Shares dropped more than eight per cent at the time of writing to 153.80p, as the firm also said today that full-year performance would be affected by higher investment costs due to delays on its IT transformation programme.
Simon Breakwell has been made the new chief executive of the firm, after the AA confirmed last month that Mackenzie had been removed for gross misconduct, which sent shares sliding at the time. The circumstances of Mackenzie's departure are currently the subject of legal action.
Mackenzie's role had been split in two, with senior independent director John Leach appointed as chairman, while former Uber Europe boss and Expedia founder Simon Breakwell became acting chief executive.
Now Breakwell has been officially appointed to take the reins, and the AA said the new boss is "reviewing the business to ensure that we strengthen the platform for sustainable growth, building on our foundations".
Leach said Breakwell had invested his full energy and skills into the firm and "identified the means of strengthening it, reinvigorating our people, and rebuilding the culture under his leadership".

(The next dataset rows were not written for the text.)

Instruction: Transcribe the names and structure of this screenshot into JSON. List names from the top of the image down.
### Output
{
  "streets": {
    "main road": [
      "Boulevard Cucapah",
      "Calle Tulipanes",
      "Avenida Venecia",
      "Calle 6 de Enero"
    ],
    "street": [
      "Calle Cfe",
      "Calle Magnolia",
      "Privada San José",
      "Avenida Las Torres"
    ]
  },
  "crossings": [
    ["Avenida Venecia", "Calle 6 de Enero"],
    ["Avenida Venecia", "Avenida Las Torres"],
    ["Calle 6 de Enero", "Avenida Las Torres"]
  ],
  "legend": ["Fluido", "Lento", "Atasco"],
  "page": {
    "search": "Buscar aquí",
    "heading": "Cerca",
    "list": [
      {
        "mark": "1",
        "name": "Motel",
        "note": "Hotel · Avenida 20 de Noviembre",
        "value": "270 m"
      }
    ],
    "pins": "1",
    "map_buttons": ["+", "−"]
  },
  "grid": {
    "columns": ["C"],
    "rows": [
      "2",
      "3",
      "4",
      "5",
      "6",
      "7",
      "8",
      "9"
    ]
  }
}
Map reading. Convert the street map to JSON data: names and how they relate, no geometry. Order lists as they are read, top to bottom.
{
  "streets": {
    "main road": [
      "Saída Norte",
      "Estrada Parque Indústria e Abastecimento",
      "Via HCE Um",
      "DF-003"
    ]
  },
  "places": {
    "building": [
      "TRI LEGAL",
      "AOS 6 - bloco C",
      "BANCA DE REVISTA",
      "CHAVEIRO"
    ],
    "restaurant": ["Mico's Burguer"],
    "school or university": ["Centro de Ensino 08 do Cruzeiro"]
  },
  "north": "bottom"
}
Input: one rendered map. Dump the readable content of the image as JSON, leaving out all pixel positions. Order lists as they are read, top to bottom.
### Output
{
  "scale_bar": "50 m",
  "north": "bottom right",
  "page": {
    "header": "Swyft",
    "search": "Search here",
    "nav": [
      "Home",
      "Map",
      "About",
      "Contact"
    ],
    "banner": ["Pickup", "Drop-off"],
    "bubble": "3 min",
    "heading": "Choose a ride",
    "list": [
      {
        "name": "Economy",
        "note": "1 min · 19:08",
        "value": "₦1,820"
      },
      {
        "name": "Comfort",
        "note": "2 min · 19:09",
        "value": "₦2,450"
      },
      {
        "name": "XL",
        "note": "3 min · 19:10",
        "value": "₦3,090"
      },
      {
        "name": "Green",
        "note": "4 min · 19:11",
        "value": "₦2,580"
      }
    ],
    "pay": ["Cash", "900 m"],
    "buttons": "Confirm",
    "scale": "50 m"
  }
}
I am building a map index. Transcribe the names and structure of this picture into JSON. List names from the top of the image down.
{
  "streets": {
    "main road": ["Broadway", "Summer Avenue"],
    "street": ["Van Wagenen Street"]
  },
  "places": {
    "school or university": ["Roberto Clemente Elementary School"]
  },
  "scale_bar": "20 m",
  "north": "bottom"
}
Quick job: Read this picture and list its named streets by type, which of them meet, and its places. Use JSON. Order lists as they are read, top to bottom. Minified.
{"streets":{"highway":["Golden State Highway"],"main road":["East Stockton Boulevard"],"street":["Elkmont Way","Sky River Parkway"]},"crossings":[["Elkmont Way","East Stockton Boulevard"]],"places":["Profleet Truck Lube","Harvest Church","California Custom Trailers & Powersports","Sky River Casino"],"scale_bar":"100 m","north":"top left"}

It recently emerged that the AA held abandoned talks about combining its insurance business with rival Hastings earlier in the summer.
The news came as the roadside assistance firm unveiled its half-year results, saying they were in line with market expectations. Membership rose to 3.3m, boosted by a 13 per cent rise in new members.
Trading revenues edged up one per cent to £471m, which the company said reflected growth in both insurance broking and underwriting. Trading earnings before interest, tax, depreciation and amortisation was up one per cent to £193m.
The interim dividend will be maintained at 3.6 pence per share.
The AA said an immediate priority now was addressing the inflexibility of its operations "to improve the management of the impact of volatility on our performance thereby reducing costs".
It also said additional capitalised labour costs will be incurred due to the firm's IT transformation programme, and forecasted additional capital expenditure of around £35m.
Looking forward, the AA is predicting Ebitda for the current financial year of £390m-£395m.